We’ve seen this sort of thing actually work very well in practice. For example, when Air Berlin were clearly going under, the German government pumped in around £130m of much needed cash so they could maintain operations until the end of the summer.
As a finite figure, this was more expensive than the Monarch rescue. However, if you consider it on a cost per head basis, it was far cheaper and a much better solution all round.
The Flight Protection Scheme
On the face of it the Flight Protection Scheme looks like a fairly reasonable idea. The ‘insurance’ required by airlines is estimated to add around 50p to the cost of each ticket. That’s a minor amount by anyone’s calculation, and probably won’t even be noticed.
However, when you think about it, it makes no sense at all. Most British travelers use BA, easyJet, Ryanair or Jet2 for their trips, all of whom have excellent financial credentials. This means that the majority of travelers who help fund the scheme would be highly unlikely to ever see any benefit from it.
Then there’s the fact that, perhaps, it’s just not necessary. When WOW Air suddenly ceased operations earlier in the year, no less than 13 other airlines stepped in with ‘rescue fares’. There was no order from the CAA to do so, no government was involved; it happened because of voluntary industry agreements and a general sense of duty.
Another issue comes in the form of airlines who are grounded but not declared bankrupt.

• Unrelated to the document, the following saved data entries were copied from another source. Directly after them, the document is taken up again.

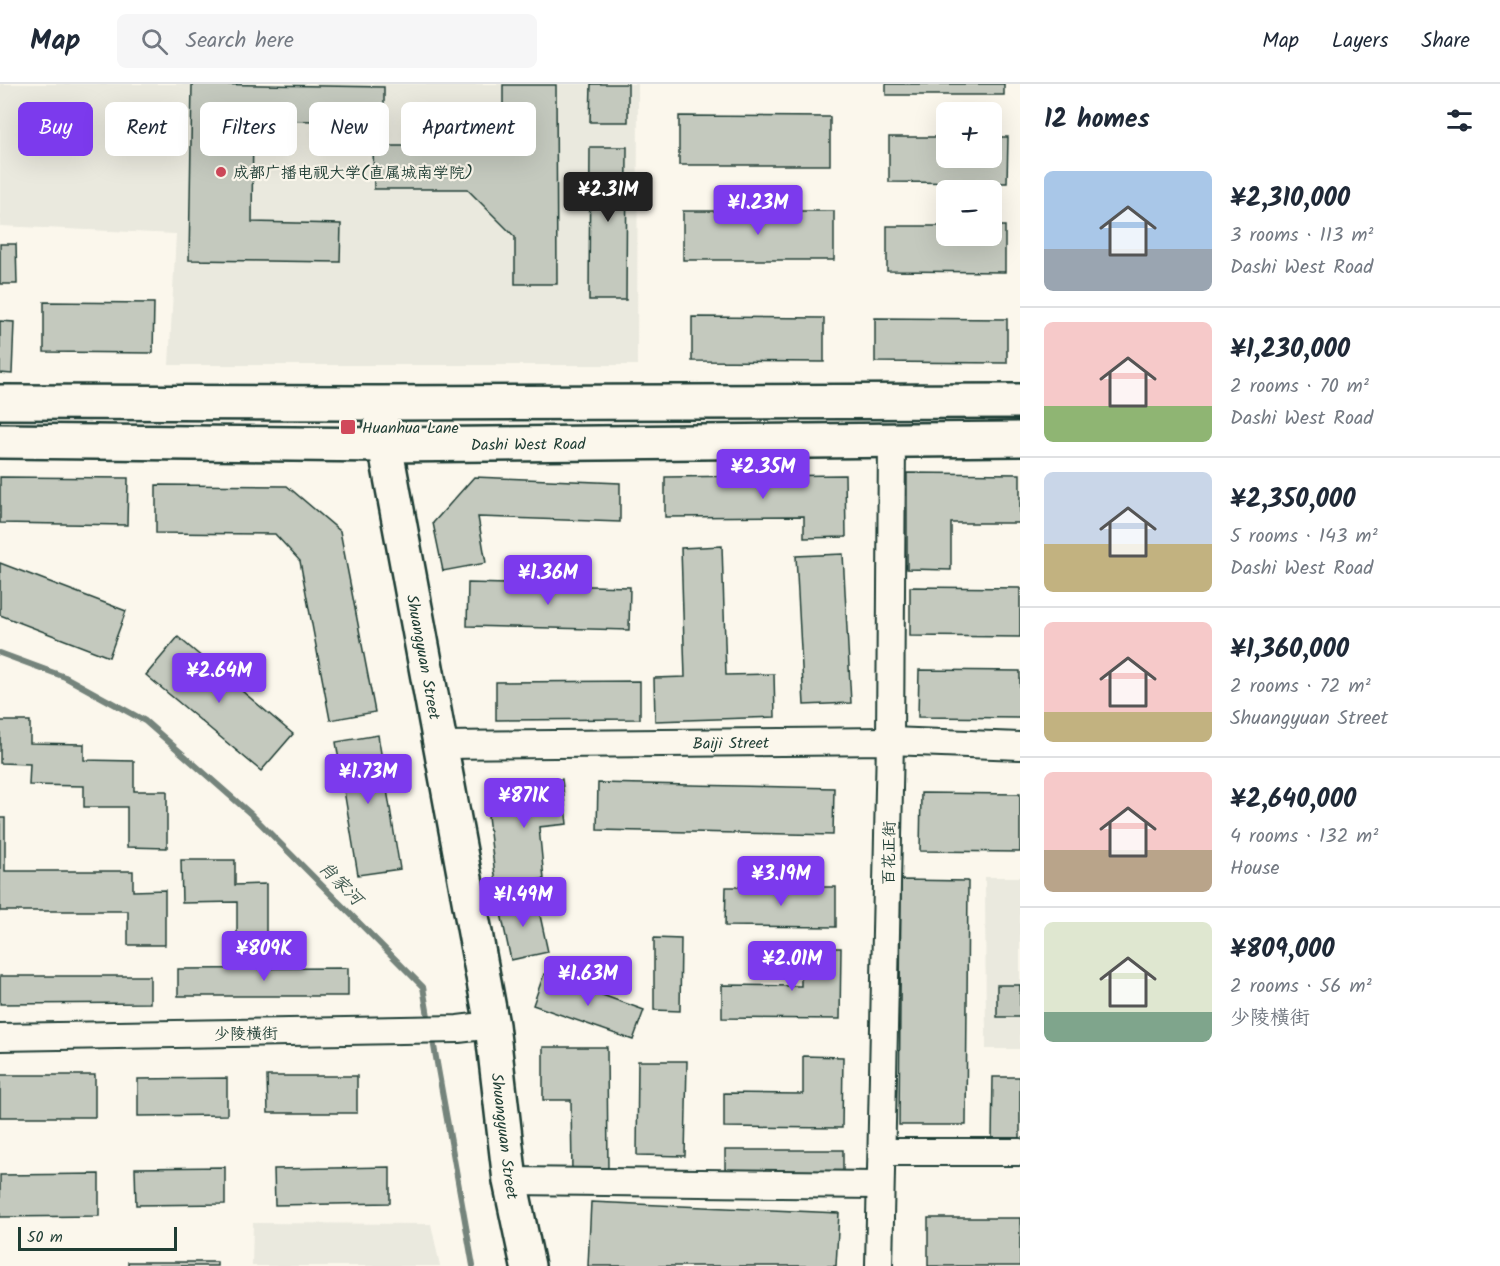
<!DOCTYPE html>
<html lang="en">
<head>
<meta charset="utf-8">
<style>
	:root { --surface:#fff; --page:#f6f6f7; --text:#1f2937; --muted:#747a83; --line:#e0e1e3; --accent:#7c3aed }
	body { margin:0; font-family:Kalam,"LXGW WenKai TC",sans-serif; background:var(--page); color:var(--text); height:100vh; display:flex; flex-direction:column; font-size:22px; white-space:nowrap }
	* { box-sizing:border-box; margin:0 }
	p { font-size:20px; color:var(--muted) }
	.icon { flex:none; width:33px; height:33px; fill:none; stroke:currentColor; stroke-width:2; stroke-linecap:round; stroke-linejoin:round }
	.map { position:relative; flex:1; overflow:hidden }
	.panel { display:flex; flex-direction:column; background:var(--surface); width:480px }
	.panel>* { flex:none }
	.hud { position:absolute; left:18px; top:18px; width:570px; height:54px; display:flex; gap:12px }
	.controls { position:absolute; left:936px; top:18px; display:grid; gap:12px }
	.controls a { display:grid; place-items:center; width:66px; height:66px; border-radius:9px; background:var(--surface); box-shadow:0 6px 24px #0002; font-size:30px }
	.scale { position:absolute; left:18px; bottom:15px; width:159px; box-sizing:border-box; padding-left:6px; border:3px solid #1f3d34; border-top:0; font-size:16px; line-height:21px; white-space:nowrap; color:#1f3d34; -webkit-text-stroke:4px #fbf7ec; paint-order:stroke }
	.price { position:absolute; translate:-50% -51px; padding:0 14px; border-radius:6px; background:var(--accent); color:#fff; font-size:20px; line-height:39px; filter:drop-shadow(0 2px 3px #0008) }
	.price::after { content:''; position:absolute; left:50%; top:36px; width:18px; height:14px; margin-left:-9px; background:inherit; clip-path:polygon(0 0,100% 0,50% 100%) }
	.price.active { background:#222; color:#fff }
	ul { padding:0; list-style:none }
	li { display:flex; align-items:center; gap:18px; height:150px; padding:0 24px }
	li+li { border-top:2px solid var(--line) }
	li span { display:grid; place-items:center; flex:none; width:168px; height:120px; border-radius:9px; color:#555 }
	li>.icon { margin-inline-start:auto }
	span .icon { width:72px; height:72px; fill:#fffc; stroke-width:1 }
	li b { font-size:26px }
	h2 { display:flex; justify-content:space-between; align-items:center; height:72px; padding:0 24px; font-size:26px }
	.pill { padding:0 21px; border-radius:9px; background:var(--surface); box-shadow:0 6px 24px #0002; font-size:21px; line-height:54px }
	.pill.active { background:var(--accent); color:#fff }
	header { display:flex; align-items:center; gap:36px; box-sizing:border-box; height:84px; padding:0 30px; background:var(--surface); border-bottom:2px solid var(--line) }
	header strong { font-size:28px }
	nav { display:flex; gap:33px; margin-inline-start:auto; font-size:21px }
	.search { width:420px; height:54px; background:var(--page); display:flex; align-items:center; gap:15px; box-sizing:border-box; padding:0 21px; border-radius:9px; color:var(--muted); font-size:22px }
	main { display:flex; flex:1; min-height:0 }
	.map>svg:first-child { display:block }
	.built { fill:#eae9de }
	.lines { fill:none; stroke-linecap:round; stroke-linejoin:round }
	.stream { stroke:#74847b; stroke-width:6 }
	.building { fill:#c4c9be; stroke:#1f3d34; stroke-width:1.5 }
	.minor-casing { stroke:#1f3d34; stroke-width:30 }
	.major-casing { stroke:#1f3d34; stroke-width:38 }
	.minor { stroke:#fbf7ec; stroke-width:26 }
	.major { stroke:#fbf7ec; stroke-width:33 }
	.poi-dot { fill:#d1495b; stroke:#fbf7ec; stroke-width:2 }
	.labels { text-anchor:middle; stroke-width:4.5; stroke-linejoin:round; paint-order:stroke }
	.poi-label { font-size:16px; fill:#1f3d34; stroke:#fbf7ec; text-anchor:start }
	.street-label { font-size:16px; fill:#1f3d34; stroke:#fbf7ec }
	.water-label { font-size:18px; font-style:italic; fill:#425b52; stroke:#fbf7ec }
</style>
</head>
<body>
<header>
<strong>Map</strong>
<div class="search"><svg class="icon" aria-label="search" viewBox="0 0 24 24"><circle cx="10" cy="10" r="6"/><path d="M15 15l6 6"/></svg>Search here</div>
<nav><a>Map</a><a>Layers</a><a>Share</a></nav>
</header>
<main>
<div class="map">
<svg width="1020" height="1182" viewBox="0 0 1020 1182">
	<rect width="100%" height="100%" fill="#fbf7ec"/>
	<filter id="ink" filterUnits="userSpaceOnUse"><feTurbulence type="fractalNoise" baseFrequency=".0167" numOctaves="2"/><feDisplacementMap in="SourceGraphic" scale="12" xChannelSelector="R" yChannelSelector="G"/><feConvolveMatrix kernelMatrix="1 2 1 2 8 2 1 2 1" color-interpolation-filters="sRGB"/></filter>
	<g filter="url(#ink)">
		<!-- built -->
		<g class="built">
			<path d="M0 0H638L637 281H169L176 150 0 142Z"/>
			<path d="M985 793H1020V965H986Z"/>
			<path d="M253 1139 431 1140 440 1182H252Z"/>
		</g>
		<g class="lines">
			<!-- stream -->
			<g class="stream">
				<path d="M0 569 65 593 145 637 252 731 423 903 429 938"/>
				<path d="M432 951 473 1182"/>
			</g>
		</g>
		<!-- building -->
		<g class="building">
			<path d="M192 0 384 3V38L253 36 252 138 341 140 340 178 189 176Z"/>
			<path d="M591 0H628V38H590Z"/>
			<rect x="886" y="0" width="118" height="11"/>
			<path d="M503 1H556L557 200H515V153L467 105H374L373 62H503Z"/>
			<path d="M679 32 830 33V81H679Z"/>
			<path d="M889 53H946V74H992V53H1008L1007 99 889 98Z"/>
			<path d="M590 63H627L626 216H589Z"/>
			<rect x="683" y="127" width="151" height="49"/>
			<path d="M887 142H946V152H992V142H1005V188L887 187Z"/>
			<path d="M0 160H16L17 200H0Z"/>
			<path d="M44 218 154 219 153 269 44 268Z"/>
			<path d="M692 233 824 234V278L692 277Z"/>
			<path d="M875 234 1007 235V279L875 278Z"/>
			<path d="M0 237 14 238 12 290 0 289Z"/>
			<path d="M907 389 1020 390V439H951V486L907 485Z"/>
			<path d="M845 391 846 453 804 454V432L665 433V393Z"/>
			<path d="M0 393 128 394 127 441 0 439Z"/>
			<path d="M474 393 620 399V438L478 433 486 479 443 487 433 439Z"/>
			<path d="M156 401 287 402 340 447 375 628 330 636 300 477 275 450 156 449Z"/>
			<path d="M722 462 726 591 774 590 775 633 655 637 654 594 685 593 681 464Z"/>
			<path d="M843 470 851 619 804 621 796 472Z"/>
			<path d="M0 479 126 527 109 573 0 531Z"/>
			<path d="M468 499 630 503 629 546 467 542Z"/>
			<path d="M910 503 1020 504V553L910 552Z"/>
			<path d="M178 553 293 650 261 687 146 591Z"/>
			<path d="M919 586 1020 587V634L918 633Z"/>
			<path d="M640 597V635L496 636V598Z"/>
			<path d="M0 637H30V659L84 660V676L134 677V707H167V764L127 763V723H84V702L29 701 30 680 0 679Z"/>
			<path d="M378 651 400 785 358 791 336 658Z"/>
			<path d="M562 695 567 740 539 743 544 795 496 800 488 732 511 701Z"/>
			<path d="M598 699 834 704 833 751 597 746Z"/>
			<path d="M921 709 1020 710V768L920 767Z"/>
			<path d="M0 734H5V787H133V807L165 806V861H128V827H0Z"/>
			<path d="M181 776H235V801L266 800V853H237V818L182 819Z"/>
			<path d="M901 796 968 797 966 1041H899Z"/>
			<path d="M726 803H836V843L725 842Z"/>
			<path d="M536 813 548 868 511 876 499 820Z"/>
			<path d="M654 854 681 855 680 927 654 926Z"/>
			<path d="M801 864H841L840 935 722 934V901L801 902Z"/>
			<path d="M348 884V912H178V885Z"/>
			<path d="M544 890 644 926 633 956 533 921Z"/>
			<path d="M0 892H150V919L0 920Z"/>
			<rect x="997" y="901" width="23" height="32"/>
			<path d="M543 963H607L608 1088 572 1089 571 1016H543Z"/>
			<path d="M803 972 843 973 842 1044 724 1043V1009L803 1010Z"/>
			<path d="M638 977H687L685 1072 637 1071Z"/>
			<rect x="0" y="991" width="95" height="42"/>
			<path d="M267 992H357V1029H268Z"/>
			<path d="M993 993H1020V1056H992Z"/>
			<path d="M227 994V1031L138 1032V995Z"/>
			<rect x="725" y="1066" width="118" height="25"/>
			<path d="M225 1083V1120L136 1121 135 1084Z"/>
			<path d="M390 1083V1119L275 1121 274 1085Z"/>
			<path d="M99 1090V1132L0 1133V1091Z"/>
			<path d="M591 1118 839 1129 836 1182H588Z"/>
			<rect x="928" y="1134" width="92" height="48"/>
			<rect x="128" y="1178" width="89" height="4"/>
		</g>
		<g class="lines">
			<!-- minor casing -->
			<g class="minor-casing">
				<g id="minor">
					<path id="s1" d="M441 661 890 657 1020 662"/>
					<path d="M0 953 458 945 492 941"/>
					<path d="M882 1068H1020"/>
					<path d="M510 1097 880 1101"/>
					<path d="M879 1182 890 657 892 355"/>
				</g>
			</g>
			<!-- major casing -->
			<g class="major-casing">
				<g id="major">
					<path d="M0 318 378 319 1020 317"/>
					<path id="s2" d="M381 339 492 941 510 1097 528 1182"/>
					<path id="s3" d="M0 357 385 361 1020 355"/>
				</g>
			</g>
			<!-- minor -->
			<use href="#minor" class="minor"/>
			<!-- major -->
			<use href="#major" class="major"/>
		</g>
	</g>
	<!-- markers -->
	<g class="poi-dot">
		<circle cx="221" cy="88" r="6"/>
		<rect x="340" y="335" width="16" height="16" rx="3"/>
	</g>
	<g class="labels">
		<!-- poi labels -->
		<g class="poi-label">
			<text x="233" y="94">成都广播电视大学(直属城南学院)</text>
			<text x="362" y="349">Huanhua Lane</text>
		</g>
		<!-- street labels -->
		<g class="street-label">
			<text dy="6" stroke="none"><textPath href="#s3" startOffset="528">Dashi West Road</textPath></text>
			<text dy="6" stroke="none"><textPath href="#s2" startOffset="238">Shuangyuan Street</textPath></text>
			<text dy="6" stroke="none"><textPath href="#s1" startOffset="290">Baiji Street</textPath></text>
			<text transform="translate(888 769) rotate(-89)" y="6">百花正街</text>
			<text transform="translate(246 949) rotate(-1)" y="6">少陵横街</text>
			<text dy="6" stroke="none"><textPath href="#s2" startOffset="724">Shuangyuan Street</textPath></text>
		</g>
		<!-- water labels -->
		<g class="water-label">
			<text transform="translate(341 799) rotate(45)" y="6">肖家河</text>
		</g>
	</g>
</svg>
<div class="controls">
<a>+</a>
<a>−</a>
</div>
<div class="scale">50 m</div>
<b class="price active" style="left:608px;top:139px">¥2.31M</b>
<b class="price" style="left:758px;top:152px">¥1.23M</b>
<b class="price" style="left:763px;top:416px">¥2.35M</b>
<b class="price" style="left:548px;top:522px">¥1.36M</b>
<b class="price" style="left:219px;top:620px">¥2.64M</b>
<b class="price" style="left:368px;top:721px">¥1.73M</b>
<b class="price" style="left:524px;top:745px">¥871K</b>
<b class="price" style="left:781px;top:823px">¥3.19M</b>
<b class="price" style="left:523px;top:844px">¥1.49M</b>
<b class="price" style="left:264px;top:898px">¥809K</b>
<b class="price" style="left:792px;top:908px">¥2.01M</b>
<b class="price" style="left:588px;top:923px">¥1.63M</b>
<div class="hud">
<a class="pill active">Buy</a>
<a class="pill">Rent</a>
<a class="pill">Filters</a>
<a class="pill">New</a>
<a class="pill">Apartment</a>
</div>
</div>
<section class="panel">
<h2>12 homes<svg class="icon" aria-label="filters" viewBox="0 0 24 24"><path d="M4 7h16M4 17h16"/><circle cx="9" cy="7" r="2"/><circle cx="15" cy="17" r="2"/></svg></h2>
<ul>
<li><span style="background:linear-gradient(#a9c7e8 65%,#9aa5b1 0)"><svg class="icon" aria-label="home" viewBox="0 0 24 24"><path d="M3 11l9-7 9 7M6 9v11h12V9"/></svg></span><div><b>¥2,310,000</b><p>3 rooms · 113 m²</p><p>Dashi West Road</p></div></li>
<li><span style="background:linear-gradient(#f6c9c9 70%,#8fb573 0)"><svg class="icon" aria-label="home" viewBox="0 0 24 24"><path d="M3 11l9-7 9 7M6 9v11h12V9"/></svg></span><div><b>¥1,230,000</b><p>2 rooms · 70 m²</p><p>Dashi West Road</p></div></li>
<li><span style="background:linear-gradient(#c9d6e8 60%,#c2b280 0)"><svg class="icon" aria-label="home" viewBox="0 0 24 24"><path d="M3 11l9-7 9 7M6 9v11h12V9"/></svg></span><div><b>¥2,350,000</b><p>5 rooms · 143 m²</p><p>Dashi West Road</p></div></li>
<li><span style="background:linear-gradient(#f6c9c9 75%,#c2b280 0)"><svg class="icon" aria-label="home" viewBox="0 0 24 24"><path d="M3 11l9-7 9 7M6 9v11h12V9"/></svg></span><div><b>¥1,360,000</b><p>2 rooms · 72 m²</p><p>Shuangyuan Street</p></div></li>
<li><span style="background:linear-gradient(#f6c9c9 65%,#b9a48a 0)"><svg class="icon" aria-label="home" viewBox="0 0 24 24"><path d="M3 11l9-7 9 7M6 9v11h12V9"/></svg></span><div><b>¥2,640,000</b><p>4 rooms · 132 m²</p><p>House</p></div></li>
<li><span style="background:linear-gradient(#dfe7d0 75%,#7fa58c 0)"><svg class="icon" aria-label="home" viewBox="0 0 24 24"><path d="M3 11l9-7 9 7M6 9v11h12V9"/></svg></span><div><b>¥809,000</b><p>2 rooms · 56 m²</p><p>少陵横街</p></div></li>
</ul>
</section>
</main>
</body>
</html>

It’s an unusual situation, but one we’ve seen recently with Jet Airways, who have left thousands of British travelers stranded in India. Because they’re not bankrupt, the Flight Protection Scheme wouldn’t apply.
There’s also the issue of people who book on two different airlines to fly, something we at Simple Flying tend to go out of our way to do (just to get the comparative experience, if nothing else). If you left on Ryanair but had a ticket back with TAP Portugal, for instance, the Flight Protection Scheme wouldn’t cover you.
What do you think? Is the Flight Protection Scheme a good idea, or simply unnecessary? Will you be happy to pay the extra 50p?